• _MATERIAL TO PROCESS_:
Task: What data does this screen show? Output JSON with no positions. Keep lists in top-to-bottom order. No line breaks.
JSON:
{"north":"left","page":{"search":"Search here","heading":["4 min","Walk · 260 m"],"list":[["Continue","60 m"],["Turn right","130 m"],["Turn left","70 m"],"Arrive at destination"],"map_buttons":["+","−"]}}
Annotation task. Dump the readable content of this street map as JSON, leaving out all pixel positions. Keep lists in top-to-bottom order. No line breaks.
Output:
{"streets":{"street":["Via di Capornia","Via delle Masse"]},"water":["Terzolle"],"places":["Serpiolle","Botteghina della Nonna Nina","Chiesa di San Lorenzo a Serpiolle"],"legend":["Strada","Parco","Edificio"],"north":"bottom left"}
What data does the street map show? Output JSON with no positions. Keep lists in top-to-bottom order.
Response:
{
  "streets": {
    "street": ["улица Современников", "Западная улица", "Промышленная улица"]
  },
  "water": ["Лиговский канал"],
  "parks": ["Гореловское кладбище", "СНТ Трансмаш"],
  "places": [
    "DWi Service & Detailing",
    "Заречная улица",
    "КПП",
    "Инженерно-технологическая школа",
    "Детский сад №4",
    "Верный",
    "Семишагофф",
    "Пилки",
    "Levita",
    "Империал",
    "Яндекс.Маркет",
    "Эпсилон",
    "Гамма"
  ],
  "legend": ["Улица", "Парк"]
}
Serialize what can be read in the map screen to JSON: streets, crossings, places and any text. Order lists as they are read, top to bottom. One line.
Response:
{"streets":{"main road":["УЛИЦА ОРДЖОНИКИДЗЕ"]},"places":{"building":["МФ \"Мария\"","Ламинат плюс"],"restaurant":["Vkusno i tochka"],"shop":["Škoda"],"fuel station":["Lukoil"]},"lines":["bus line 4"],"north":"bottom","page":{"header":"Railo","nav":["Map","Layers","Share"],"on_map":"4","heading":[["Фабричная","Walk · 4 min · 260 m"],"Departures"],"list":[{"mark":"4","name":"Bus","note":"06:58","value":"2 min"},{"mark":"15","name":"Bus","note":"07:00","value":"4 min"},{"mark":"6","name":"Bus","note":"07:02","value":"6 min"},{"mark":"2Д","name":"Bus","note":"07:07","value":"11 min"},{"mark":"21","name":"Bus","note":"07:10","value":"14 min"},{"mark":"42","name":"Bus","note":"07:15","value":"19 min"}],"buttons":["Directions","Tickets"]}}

• _REQUIRED WORK_: Repeating the listing in full, word for word, is the required output.

• _ANSWER FOR THIS EXERCISE_:
Task: What data does this screen show? Output JSON with no positions. Keep lists in top-to-bottom order. No line breaks.
JSON:
{"north":"left","page":{"search":"Search here","heading":["4 min","Walk · 260 m"],"list":[["Continue","60 m"],["Turn right","130 m"],["Turn left","70 m"],"Arrive at destination"],"map_buttons":["+","−"]}}
Annotation task. Dump the readable content of this street map as JSON, leaving out all pixel positions. Keep lists in top-to-bottom order. No line breaks.
Output:
{"streets":{"street":["Via di Capornia","Via delle Masse"]},"water":["Terzolle"],"places":["Serpiolle","Botteghina della Nonna Nina","Chiesa di San Lorenzo a Serpiolle"],"legend":["Strada","Parco","Edificio"],"north":"bottom left"}
What data does the street map show? Output JSON with no positions. Keep lists in top-to-bottom order.
Response:
{
  "streets": {
    "street": ["улица Современников", "Западная улица", "Промышленная улица"]
  },
  "water": ["Лиговский канал"],
  "parks": ["Гореловское кладбище", "СНТ Трансмаш"],
  "places": [
    "DWi Service & Detailing",
    "Заречная улица",
    "КПП",
    "Инженерно-технологическая школа",
    "Детский сад №4",
    "Верный",
    "Семишагофф",
    "Пилки",
    "Levita",
    "Империал",
    "Яндекс.Маркет",
    "Эпсилон",
    "Гамма"
  ],
  "legend": ["Улица", "Парк"]
}
Serialize what can be read in the map screen to JSON: streets, crossings, places and any text. Order lists as they are read, top to bottom. One line.
Response:
{"streets":{"main road":["УЛИЦА ОРДЖОНИКИДЗЕ"]},"places":{"building":["МФ \"Мария\"","Ламинат плюс"],"restaurant":["Vkusno i tochka"],"shop":["Škoda"],"fuel station":["Lukoil"]},"lines":["bus line 4"],"north":"bottom","page":{"header":"Railo","nav":["Map","Layers","Share"],"on_map":"4","heading":[["Фабричная","Walk · 4 min · 260 m"],"Departures"],"list":[{"mark":"4","name":"Bus","note":"06:58","value":"2 min"},{"mark":"15","name":"Bus","note":"07:00","value":"4 min"},{"mark":"6","name":"Bus","note":"07:02","value":"6 min"},{"mark":"2Д","name":"Bus","note":"07:07","value":"11 min"},{"mark":"21","name":"Bus","note":"07:10","value":"14 min"},{"mark":"42","name":"Bus","note":"07:15","value":"19 min"}],"buttons":["Directions","Tickets"]}}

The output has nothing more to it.